Body Language in the Workplace: How to Project Confidence

If your body language is sending a conflicting message, here are some things you can avoid


Sue Reynolds

3 years ago | 2 min read

Did you know people believe your body language more than the words you say? Studies show that your words make up only 7 percent of the message you send and the rest is non verbal, a combination of what they see and the tone you use. If your body language is sending a conflicting message, here are some things you can avoid to send instead, a message of confidence!

Crossing Your Arms and Leaning Back in Your Chair

Where you put your arms and whether you are leaning back or forward says a lot about how receptive you are to what’s being said. Leaning back like this with arms folded says you have no interest and that you’ve heard enough.

Putting them behind your head is even worse, displaying an alpha male dominance in the group, like you’re ready to fight off a tiger. Instead, lean in to the conversation, make eye contact and nod your head occasionally. Cross your legs under the chair and point your feet toward the person speaking.

Looking Down at Your Laptop Instead of Making Eye Contact

Unless you are the one assigned to taking notes for the entire group (and that’s another blog) it’s important to avoid spending the meeting looking down at your laptop or your pad of paper.

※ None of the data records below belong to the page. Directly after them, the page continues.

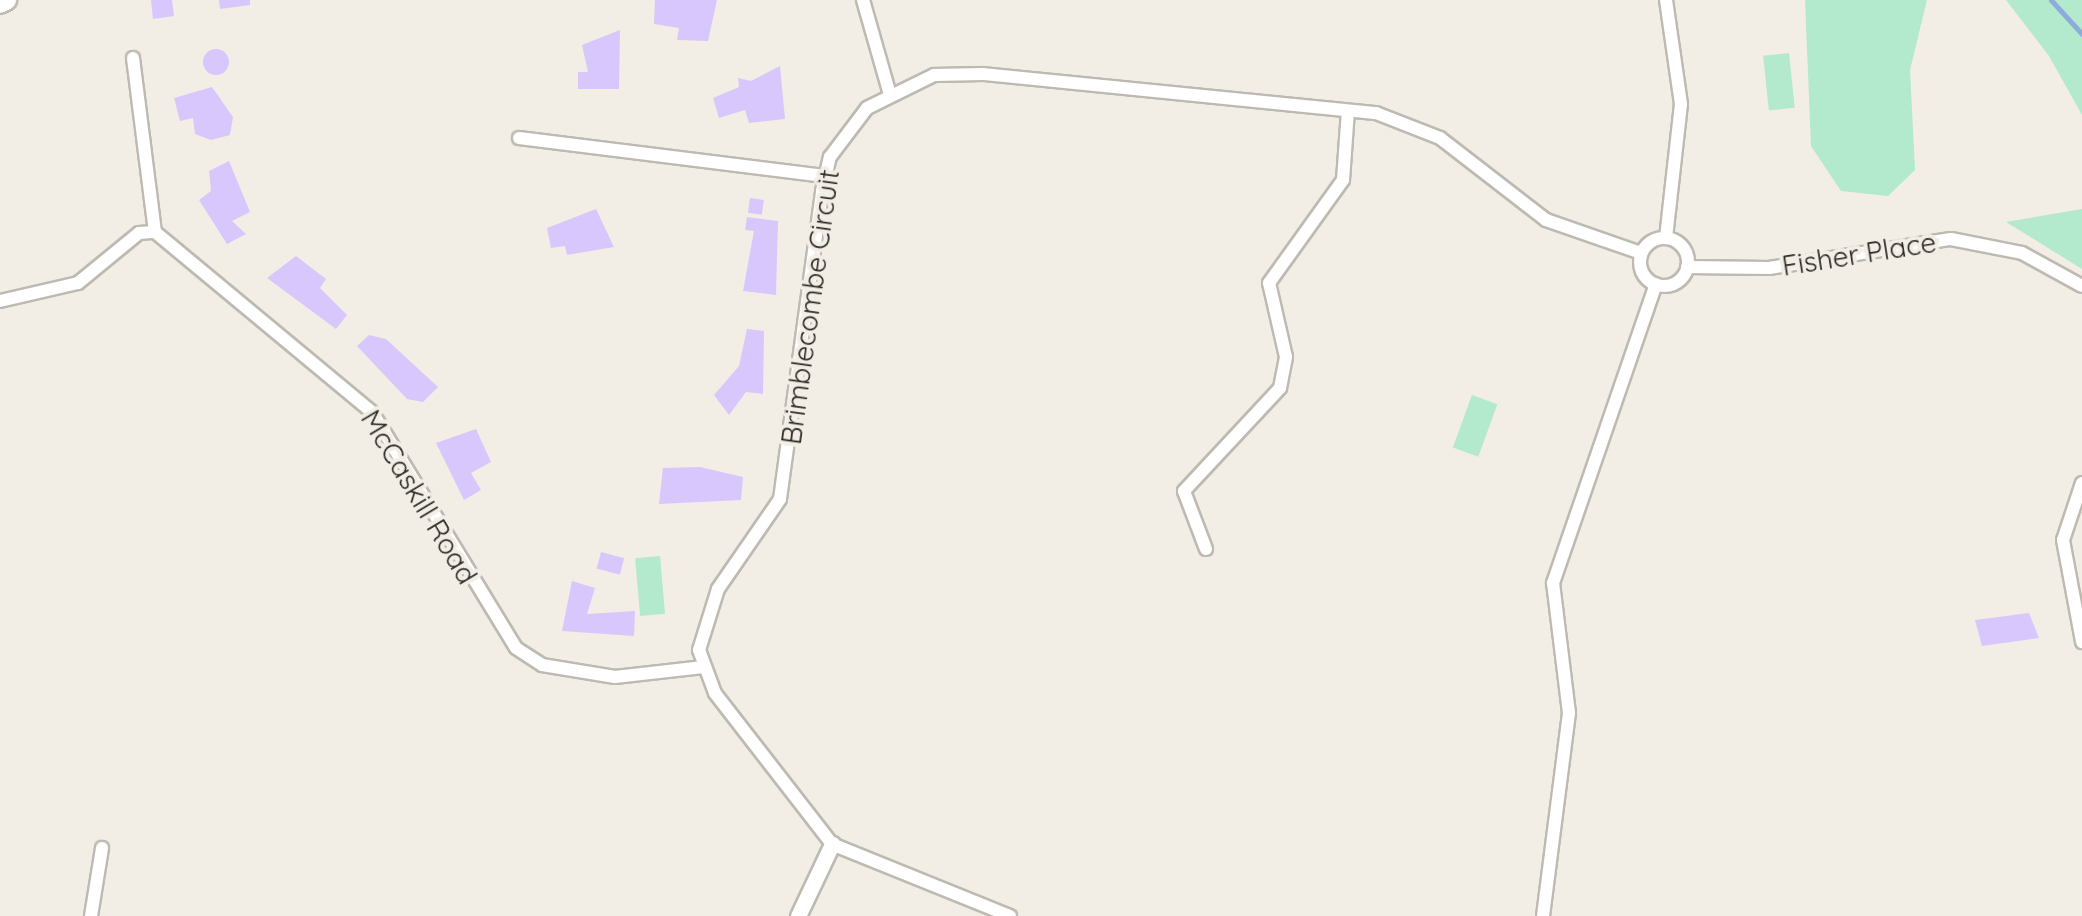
<!DOCTYPE html>
<style>
body{margin:0}
#map{position:relative;width:2082px;height:916px;overflow:hidden;background:#f2eee5;font-family:Quicksand,sans-serif}
div>[style]{position:absolute}
.green>*{inset:0;background:#b3e9cd;transform-origin:0 0}
.stream>*{height:5px;margin:-2.5px;padding:0 2.5px;transform-origin:2.5px;border-radius:2.5px;background:#8eabda}
.building>*{inset:0;background:#d7c7fd;transform-origin:0 0}
.round{border-radius:50%}
.roads{filter:drop-shadow(2px 0 #bebab2) drop-shadow(-2px 0 #bebab2) drop-shadow(0 2px #bebab2) drop-shadow(0 -2px #bebab2)}
.minor>*{height:12px;margin:-6px;padding:0 6px;transform-origin:6px;border-radius:6px;background:#fff}
.minor>.ring{margin:-6px;padding:0;box-sizing:content-box;background:none;border:12px solid #fff;border-radius:50%}
.tertiary>*{height:15px;margin:-7.5px;padding:0 7.5px;transform-origin:7.5px;border-radius:7.5px;background:#fff}
.primary>*{height:20px;margin:-10px;padding:0 10px;transform-origin:10px;border-radius:10px;background:#fff}
span{translate:-50% -50%;white-space:nowrap;text-align:center;line-height:1.15;-webkit-text-stroke:8px #f2eee5;paint-order:stroke}
.street-label{font-size:28px;color:#282623}
</style>
<div id="map">
<div class="green">
<i style="clip-path:polygon(1805px 0,1927px 0,1910px 70px,1915px 170px,1888px 196px,1841px 191px,1811px 146px)"></i>
<i style="clip-path:polygon(2006px 0,2082px 0,2082px 115px,2049px 56px)"></i>
<i style="left:1789px;top:53px;width:55px;height:26px;rotate:84deg"></i>
<i style="clip-path:polygon(2082px 209px,2082px 269px,2006px 222px)"></i>
<i style="left:1472px;top:395px;width:27px;height:56px;rotate:20deg"></i>
<i style="left:660px;top:556px;width:58px;height:25px;rotate:85deg"></i>
</div>
<div class="stream">
<i style="left:2051px;top:0;width:46px;rotate:47.6deg"></i>
</div>
<div class="building">
<i style="clip-path:polygon(151px 0,172px 0,174px 16px,153px 19px)"></i>
<i style="clip-path:polygon(219px 0,250px 0,250px 5px,220px 9px)"></i>
<i style="clip-path:polygon(655px 0,717px 0,708px 41px,677px 40px,679px 28px,654px 24px)"></i>
<i style="clip-path:polygon(620px 30px,619px 89px,578px 89px,578px 72px,588px 72px,582px 45px)"></i>
<i class="round" style="left:203px;top:49px;width:26px;height:26px"></i>
<i style="clip-path:polygon(780px 66px,785px 119px,749px 123px,745px 110px,719px 118px,713px 98px,739px 87px,738px 78px,751px 81px)"></i>
<i style="clip-path:polygon(212px 87px,233px 117px,230px 135px,211px 140px,195px 134px,193px 118px,180px 121px,174px 98px)"></i>
<i style="clip-path:polygon(229px 161px,250px 212px,232px 221px,246px 234px,227px 244px,199px 200px,211px 191px,209px 171px)"></i>
<i style="left:750px;top:198px;width:14px;height:15px;rotate:8deg"></i>
<i style="clip-path:polygon(596px 209px,614px 247px,567px 255px,565px 246px,551px 248px,547px 228px)"></i>
<i style="clip-path:polygon(747px 217px,778px 221px,776px 295px,743px 291px,754px 231px,745px 230px)"></i>
<i style="clip-path:polygon(296px 256px,326px 279px,320px 288px,347px 315px,336px 329px,267px 278px)"></i>
<i style="clip-path:polygon(747px 329px,764px 331px,763px 394px,746px 392px,729px 415px,714px 395px,739px 366px)"></i>
<i style="clip-path:polygon(369px 335px,386px 339px,438px 387px,423px 402px,407px 399px,357px 346px)"></i>
<i style="clip-path:polygon(476px 429px,491px 462px,471px 473px,481px 490px,464px 500px,436px 443px)"></i>
<i style="clip-path:polygon(700px 467px,743px 477px,741px 500px,659px 504px,663px 468px)"></i>
<i style="left:601px;top:552px;width:24px;height:17px;rotate:15deg"></i>
<i style="clip-path:polygon(572px 581px,595px 588px,587px 614px,635px 611px,634px 636px,562px 631px)"></i>
<i style="clip-path:polygon(2029px 613px,2039px 638px,1982px 646px,1975px 620px)"></i>
</div>
<div class="roads">
<div class="minor">
<i style="left:863px;top:0;width:95px;rotate:74.1deg"></i>
<i style="left:1666px;top:0;width:105px;rotate:81.8deg"></i>
<i style="left:1681px;top:104px;width:135px;rotate:96.4deg"></i>
<i style="left:133px;top:58px;width:175px;rotate:82.8deg"></i>
<i style="left:519px;top:138px;width:308px;rotate:7.1deg"></i>
<i class="ring" style="left:1640px;top:238px;width:36px;height:36px"></i>
<i style="left:1687px;top:267px;width:82px;rotate:0.7deg"></i>
<i style="left:1769px;top:268px;width:184px;rotate:-9.1deg"></i>
<i style="left:1951px;top:239px;width:72px;rotate:11.2deg"></i>
<i style="left:2022px;top:253px;width:68px;rotate:28.8deg"></i>
<i style="left:0;top:301px;width:80px;rotate:-13deg"></i>
<i style="left:78px;top:283px;width:79px;rotate:-39.3deg"></i>
<i style="left:139px;top:233px;width:16px;rotate:-4deg"></i>
<i style="left:155px;top:232px;width:282px;rotate:39.7deg"></i>
<i style="left:372px;top:412px;width:276px;rotate:58.6deg"></i>
<i style="left:516px;top:648px;width:31px;rotate:33deg"></i>
<i style="left:542px;top:665px;width:74px;rotate:9.3deg"></i>
<i style="left:615px;top:677px;width:89px;rotate:-6.5deg"></i>
<i style="left:2082px;top:483px;width:60px;rotate:108.4deg"></i>
<i style="left:2063px;top:540px;width:104px;rotate:79.4deg"></i>
<i style="left:1206px;top:549px;width:62px;rotate:-110.8deg"></i>
<i style="left:1184px;top:491px;width:141px;rotate:-47deg"></i>
<i style="left:1280px;top:388px;width:32px;rotate:-79deg"></i>
<i style="left:1286px;top:357px;width:76px;rotate:-102.9deg"></i>
<i style="left:1269px;top:283px;width:127px;rotate:-54.3deg"></i>
<i style="left:1343px;top:180px;width:69px;rotate:-85.9deg"></i>
<i style="left:91px;top:916px;width:69px;rotate:-80.8deg"></i>
<i style="left:1010px;top:916px;width:192px;rotate:-158deg"></i>
<i style="left:832px;top:844px;width:191px;rotate:-127.8deg"></i>
<i style="left:715px;top:693px;width:46px;rotate:-110.4deg"></i>
<i style="left:699px;top:650px;width:64px;rotate:-72.7deg"></i>
<i style="left:718px;top:589px;width:109px;rotate:-55.4deg"></i>
<i style="left:780px;top:499px;width:311px;rotate:-82.2deg"></i>
<i style="left:822px;top:191px;width:35px;rotate:-77deg"></i>
<i style="left:830px;top:157px;width:61px;rotate:-52.9deg"></i>
<i style="left:867px;top:108px;width:75px;rotate:-26.2deg"></i>
<i style="left:934px;top:75px;width:49px;rotate:-1.2deg"></i>
<i style="left:983px;top:74px;width:395px;rotate:5.7deg"></i>
<i style="left:1376px;top:113px;width:69px;rotate:21.3deg"></i>
<i style="left:1440px;top:138px;width:134px;rotate:37.7deg"></i>
<i style="left:1546px;top:220px;width:101px;rotate:19.2deg"></i>
<i style="left:1543px;top:916px;width:205px;rotate:-82.7deg"></i>
<i style="left:1569px;top:713px;width:131px;rotate:-97deg"></i>
<i style="left:1553px;top:583px;width:316px;rotate:-71deg"></i>
</div>
<div class="tertiary">
<i style="left:798px;top:916px;width:80px;rotate:-64.7deg"></i>
</div>
<div class="primary">
<i style="left:0;top:3px;width:7px;rotate:-27deg"></i>
</div>
</div>
<div class="street-label">
<span style="left:1859px;top:254px;rotate:-9deg">Fisher Place</span>
<span style="left:810px;top:307px;rotate:-82deg">Brimblecombe Circuit</span>
<span style="left:419px;top:497px;rotate:59deg">McCaskill Road</span>
</div>
</div>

People need to see your face and your eye contact, not the top of your head! It’s fine to take notes, but make sure to look up and engage with others at least as much as you look down. It’s also important to appear present instead of distracted by email or other projects. Working on other tasks is disrespectful to the person running the meeting and the others attending.

Making Yourself Small by Crossing Your Legs and Tucking in Your Arms

Often women tuck in their arms and legs like this because they are cold, but be careful about sending a message you don’t intend. Unless you’re shivering, people might mistake this for lack of interest. Give yourself permission to take up space like everyone else in the meeting. Sit or stand up tall like your grandmother taught you. Lean in, act interested. Leaning in says – tell me more!

Don’t be a “lint picker” either. Playing with your clothing, hair other other irrelevant actions makes you look distracted and uninterested. Instead, keeping your arms by your sides will help you appear confident and relaxed, instead of self-conscious like the poor woman above.

Show Confidence and Positivity

Understanding nonverbal communications is critical for leaders. Your success hinges on your ability to develop rapport with others and communicate clearly. You may not have been aware of the messages you are sending with your body language, but those around you are getting a message you may not have intended. Being aware of your body language, as much as your words, will go a long way toward communicating a message of openness, interest and confidence.